* Your assignment: Please work out how many lines below contain the word "image", and reply with only that number.
---------- Records to use
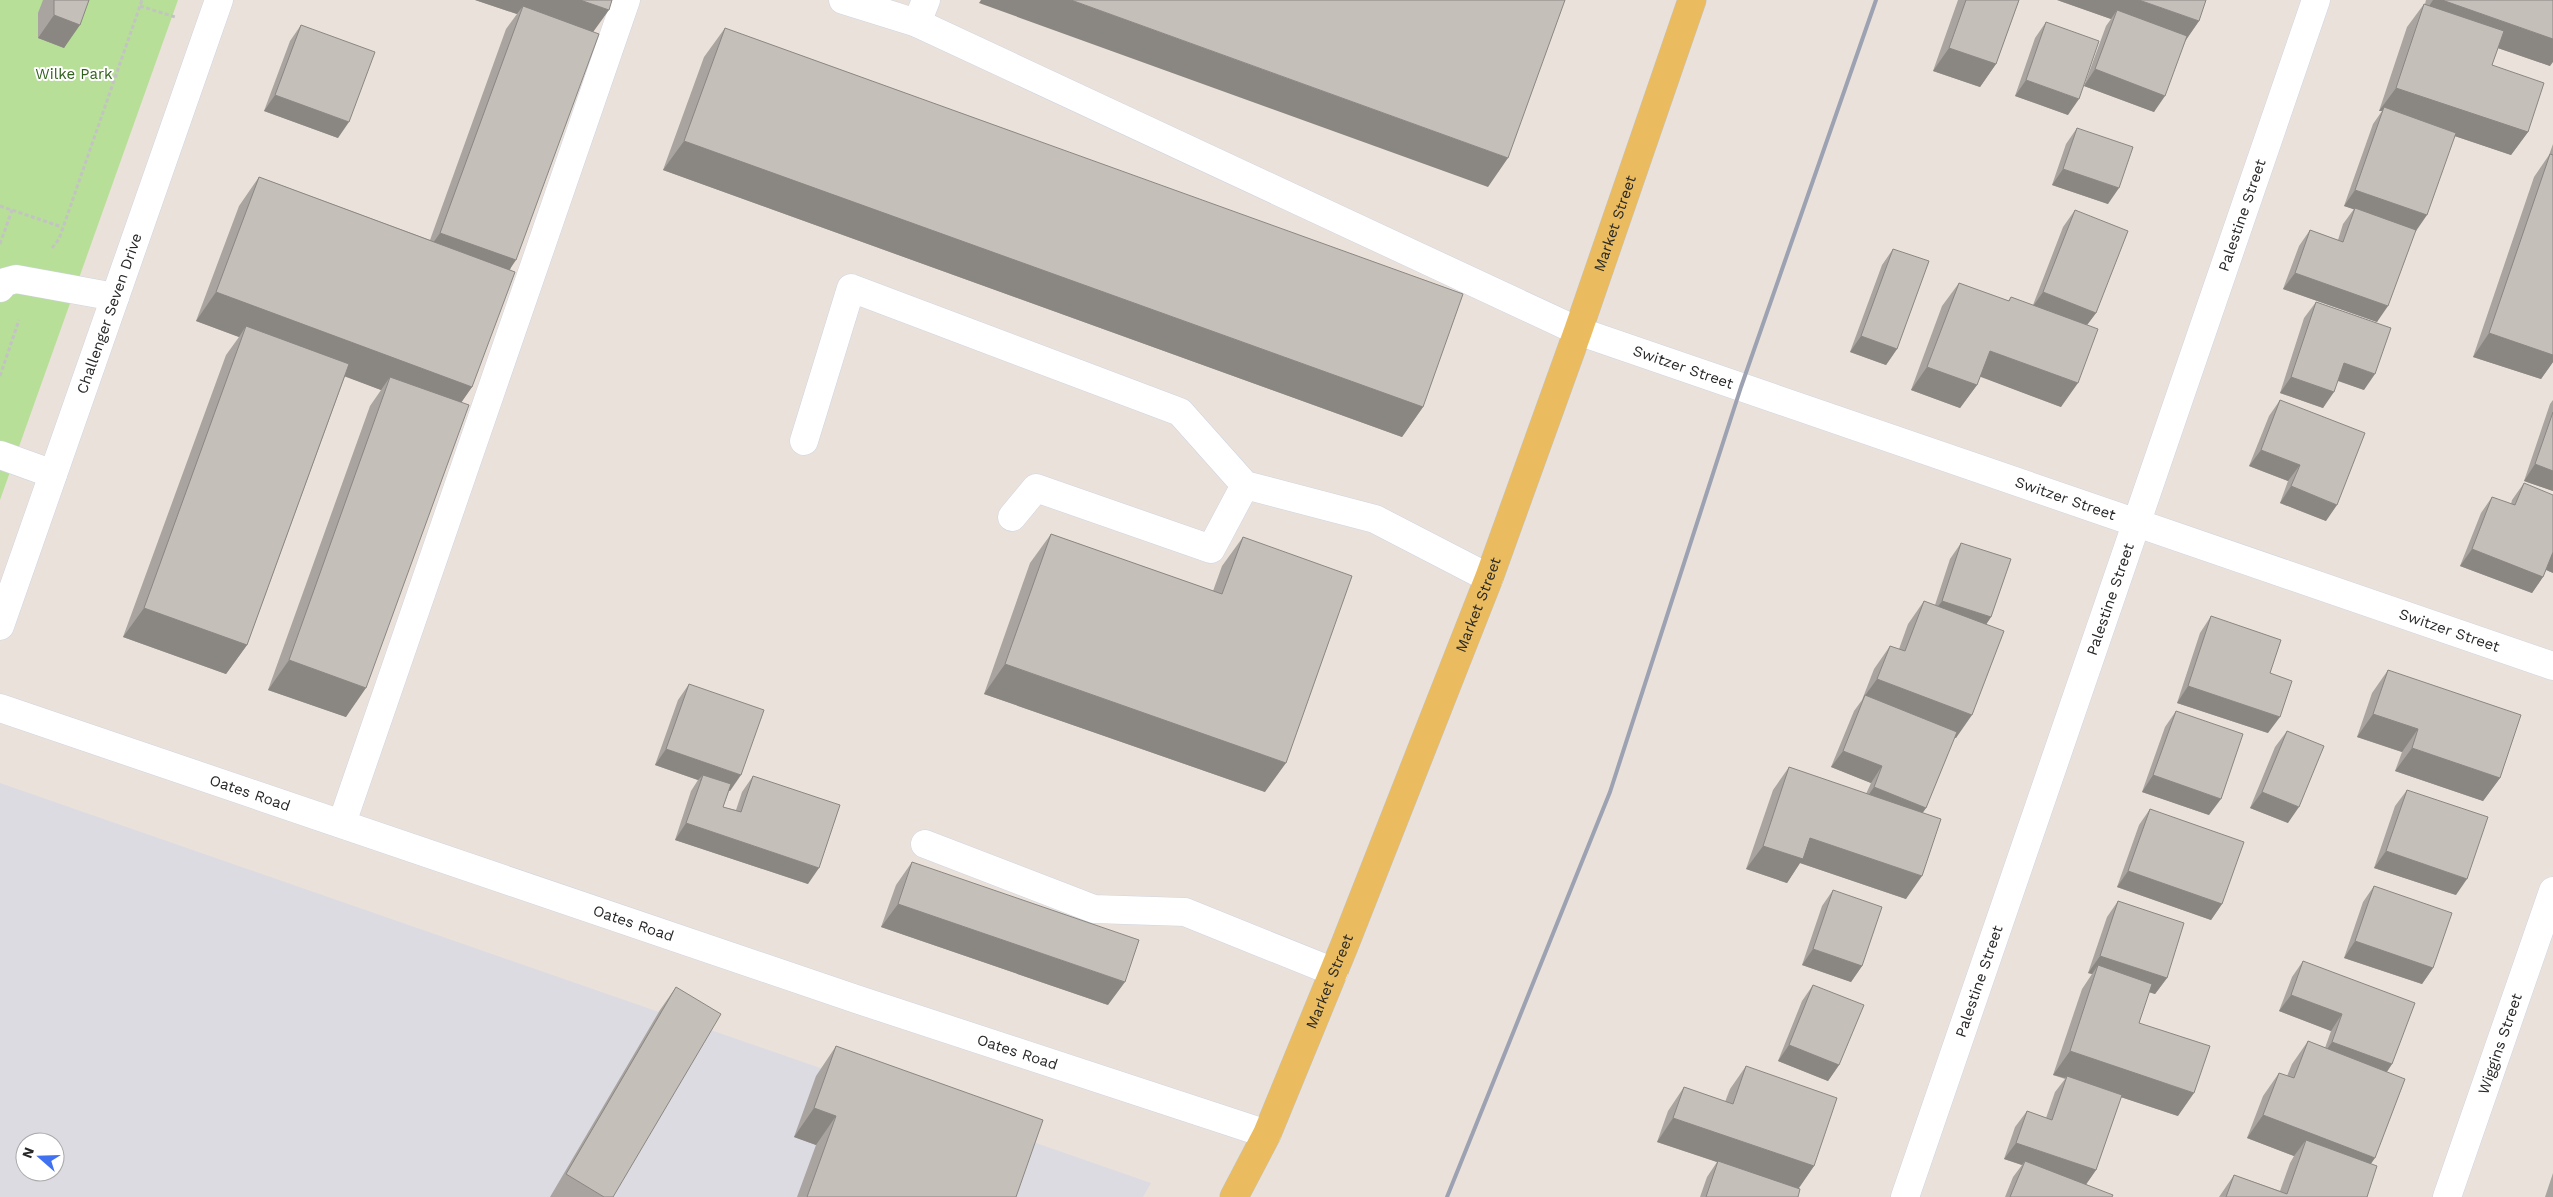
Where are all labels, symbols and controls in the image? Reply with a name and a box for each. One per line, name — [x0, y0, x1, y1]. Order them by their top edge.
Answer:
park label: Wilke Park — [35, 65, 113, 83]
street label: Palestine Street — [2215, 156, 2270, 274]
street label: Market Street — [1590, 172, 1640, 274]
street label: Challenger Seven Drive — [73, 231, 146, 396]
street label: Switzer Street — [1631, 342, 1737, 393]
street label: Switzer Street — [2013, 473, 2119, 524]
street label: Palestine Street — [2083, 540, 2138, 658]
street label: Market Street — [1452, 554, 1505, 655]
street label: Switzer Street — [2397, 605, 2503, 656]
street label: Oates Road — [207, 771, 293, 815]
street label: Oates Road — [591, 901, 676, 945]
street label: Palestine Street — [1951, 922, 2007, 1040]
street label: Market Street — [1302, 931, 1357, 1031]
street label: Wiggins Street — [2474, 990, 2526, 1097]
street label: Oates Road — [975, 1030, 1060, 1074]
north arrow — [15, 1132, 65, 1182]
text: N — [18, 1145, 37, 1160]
--------------------
---------- Records to use
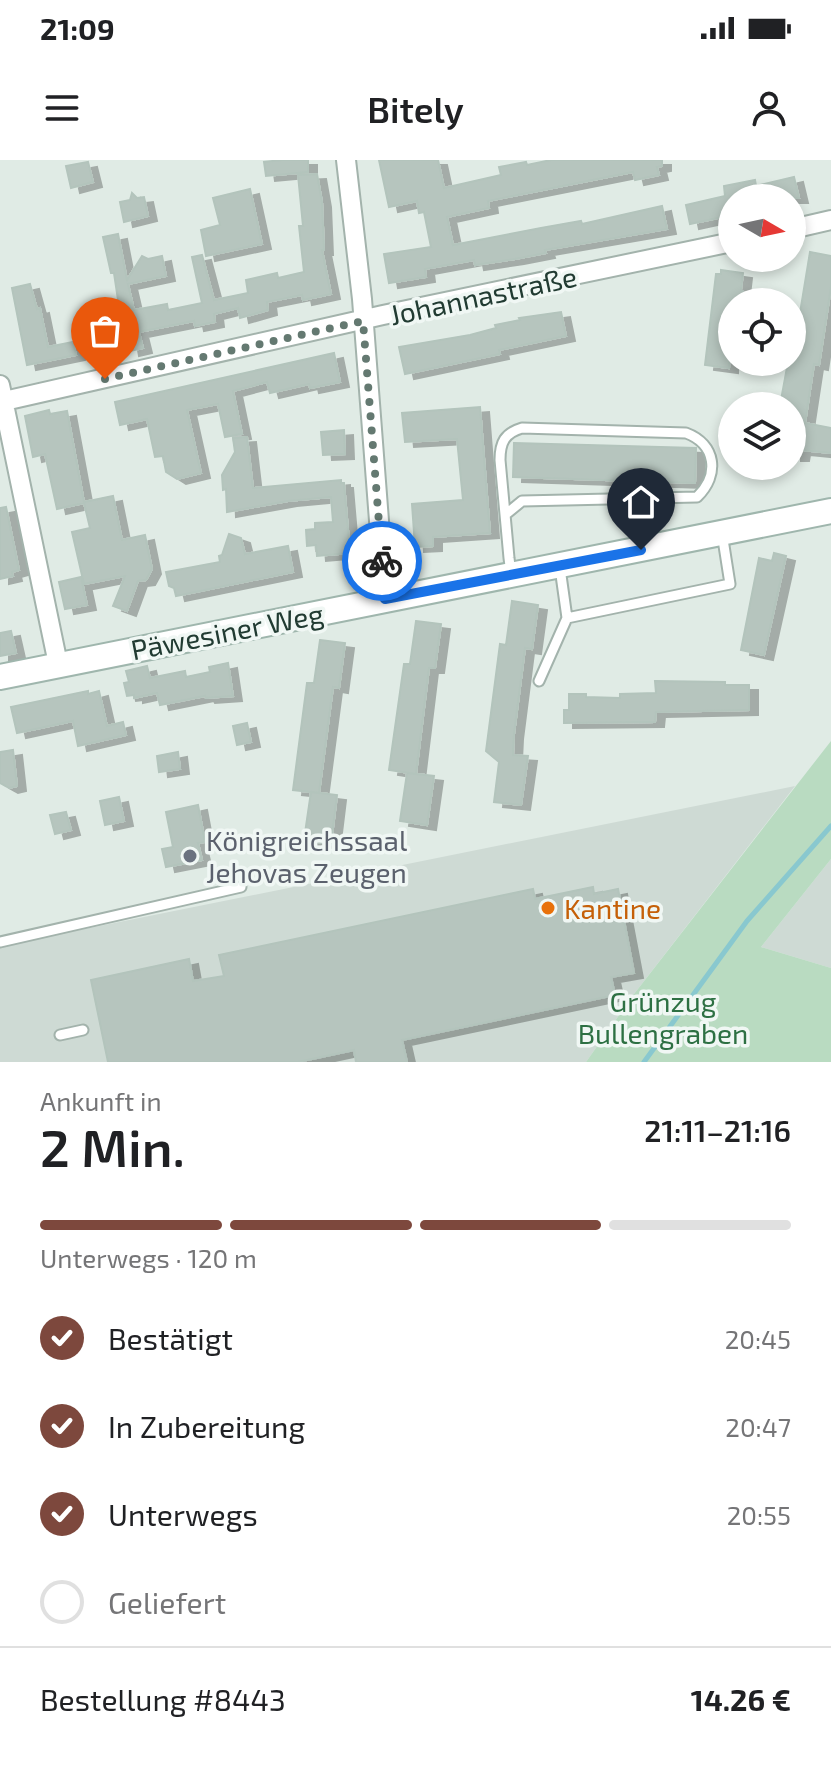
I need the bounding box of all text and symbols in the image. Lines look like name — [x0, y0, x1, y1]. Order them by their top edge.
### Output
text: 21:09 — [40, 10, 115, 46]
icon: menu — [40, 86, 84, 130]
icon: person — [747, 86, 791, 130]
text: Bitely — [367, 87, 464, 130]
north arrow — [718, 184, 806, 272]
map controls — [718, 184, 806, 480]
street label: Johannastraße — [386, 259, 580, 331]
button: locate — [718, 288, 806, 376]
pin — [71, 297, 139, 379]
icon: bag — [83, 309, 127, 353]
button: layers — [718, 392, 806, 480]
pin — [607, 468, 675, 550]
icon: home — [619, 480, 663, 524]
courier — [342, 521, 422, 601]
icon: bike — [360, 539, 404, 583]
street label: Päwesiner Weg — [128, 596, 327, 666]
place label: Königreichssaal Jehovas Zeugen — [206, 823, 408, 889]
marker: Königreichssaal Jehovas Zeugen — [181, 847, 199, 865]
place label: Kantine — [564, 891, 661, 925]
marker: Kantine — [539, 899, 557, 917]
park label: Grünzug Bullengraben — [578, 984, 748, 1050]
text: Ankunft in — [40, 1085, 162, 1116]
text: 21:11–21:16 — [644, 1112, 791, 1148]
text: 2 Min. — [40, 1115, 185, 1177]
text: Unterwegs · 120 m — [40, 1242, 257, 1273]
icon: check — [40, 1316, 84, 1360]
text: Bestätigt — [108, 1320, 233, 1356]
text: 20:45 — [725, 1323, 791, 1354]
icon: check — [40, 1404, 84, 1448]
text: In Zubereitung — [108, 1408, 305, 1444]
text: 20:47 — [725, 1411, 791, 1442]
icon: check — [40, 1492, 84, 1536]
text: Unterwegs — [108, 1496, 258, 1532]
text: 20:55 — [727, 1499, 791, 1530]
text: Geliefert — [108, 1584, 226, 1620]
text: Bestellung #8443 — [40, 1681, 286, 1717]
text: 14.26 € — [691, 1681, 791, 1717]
--------------------
---------- Records to use
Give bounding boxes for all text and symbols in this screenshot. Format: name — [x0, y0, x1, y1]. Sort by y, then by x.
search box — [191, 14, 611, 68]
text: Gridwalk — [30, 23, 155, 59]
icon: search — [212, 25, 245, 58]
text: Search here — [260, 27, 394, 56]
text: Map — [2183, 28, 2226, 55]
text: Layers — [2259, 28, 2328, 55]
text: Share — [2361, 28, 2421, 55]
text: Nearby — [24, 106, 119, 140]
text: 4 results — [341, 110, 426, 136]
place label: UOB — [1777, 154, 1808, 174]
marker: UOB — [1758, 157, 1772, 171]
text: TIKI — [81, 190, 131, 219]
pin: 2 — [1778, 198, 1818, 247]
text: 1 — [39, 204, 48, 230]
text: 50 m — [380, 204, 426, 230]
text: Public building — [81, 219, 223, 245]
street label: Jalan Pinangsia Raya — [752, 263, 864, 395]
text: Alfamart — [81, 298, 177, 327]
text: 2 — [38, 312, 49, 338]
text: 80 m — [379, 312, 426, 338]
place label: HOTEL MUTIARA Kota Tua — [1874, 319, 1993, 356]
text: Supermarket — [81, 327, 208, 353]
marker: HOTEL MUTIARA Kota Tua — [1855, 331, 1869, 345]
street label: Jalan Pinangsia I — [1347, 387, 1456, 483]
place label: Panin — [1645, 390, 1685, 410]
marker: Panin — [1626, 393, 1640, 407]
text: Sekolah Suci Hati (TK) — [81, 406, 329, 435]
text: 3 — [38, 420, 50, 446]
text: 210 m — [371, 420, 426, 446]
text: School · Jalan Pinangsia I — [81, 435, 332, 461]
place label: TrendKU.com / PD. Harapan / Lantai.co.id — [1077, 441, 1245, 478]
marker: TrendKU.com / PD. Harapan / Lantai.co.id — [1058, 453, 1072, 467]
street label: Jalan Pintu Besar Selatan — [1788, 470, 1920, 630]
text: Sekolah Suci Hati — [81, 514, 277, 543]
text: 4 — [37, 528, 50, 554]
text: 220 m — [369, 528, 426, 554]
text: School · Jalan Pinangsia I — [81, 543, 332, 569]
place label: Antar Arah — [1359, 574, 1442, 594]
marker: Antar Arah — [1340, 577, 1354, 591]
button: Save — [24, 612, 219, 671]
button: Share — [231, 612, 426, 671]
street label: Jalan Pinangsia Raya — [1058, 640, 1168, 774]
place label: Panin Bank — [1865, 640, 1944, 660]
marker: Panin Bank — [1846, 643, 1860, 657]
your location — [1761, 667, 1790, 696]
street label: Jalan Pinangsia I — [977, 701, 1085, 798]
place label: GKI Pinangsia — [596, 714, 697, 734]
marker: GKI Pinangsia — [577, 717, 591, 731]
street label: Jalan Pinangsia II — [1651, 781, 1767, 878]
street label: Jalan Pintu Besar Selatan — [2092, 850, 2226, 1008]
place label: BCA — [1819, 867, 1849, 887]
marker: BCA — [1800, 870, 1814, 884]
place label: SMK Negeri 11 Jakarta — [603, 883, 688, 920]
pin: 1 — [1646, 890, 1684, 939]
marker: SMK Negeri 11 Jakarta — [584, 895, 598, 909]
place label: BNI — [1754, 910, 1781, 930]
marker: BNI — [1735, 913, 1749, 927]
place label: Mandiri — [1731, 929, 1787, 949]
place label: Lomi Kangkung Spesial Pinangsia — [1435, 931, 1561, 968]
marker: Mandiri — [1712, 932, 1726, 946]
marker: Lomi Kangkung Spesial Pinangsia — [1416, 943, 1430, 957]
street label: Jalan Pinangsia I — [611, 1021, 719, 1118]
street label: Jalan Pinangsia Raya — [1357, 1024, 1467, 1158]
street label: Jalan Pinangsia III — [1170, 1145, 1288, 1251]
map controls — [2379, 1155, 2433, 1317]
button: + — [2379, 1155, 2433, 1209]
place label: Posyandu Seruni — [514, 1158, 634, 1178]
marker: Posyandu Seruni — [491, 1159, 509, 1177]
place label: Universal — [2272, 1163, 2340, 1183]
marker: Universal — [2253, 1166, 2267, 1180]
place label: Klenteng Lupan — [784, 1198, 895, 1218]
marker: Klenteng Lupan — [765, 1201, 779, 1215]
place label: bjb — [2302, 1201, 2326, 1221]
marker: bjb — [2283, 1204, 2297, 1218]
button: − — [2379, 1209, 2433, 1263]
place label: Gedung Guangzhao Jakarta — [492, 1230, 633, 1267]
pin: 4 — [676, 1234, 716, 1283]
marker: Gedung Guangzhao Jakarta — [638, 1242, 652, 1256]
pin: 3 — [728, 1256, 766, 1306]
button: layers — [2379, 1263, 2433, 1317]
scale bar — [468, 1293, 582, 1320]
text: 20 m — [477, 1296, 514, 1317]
--------------------
* Exercise result: 2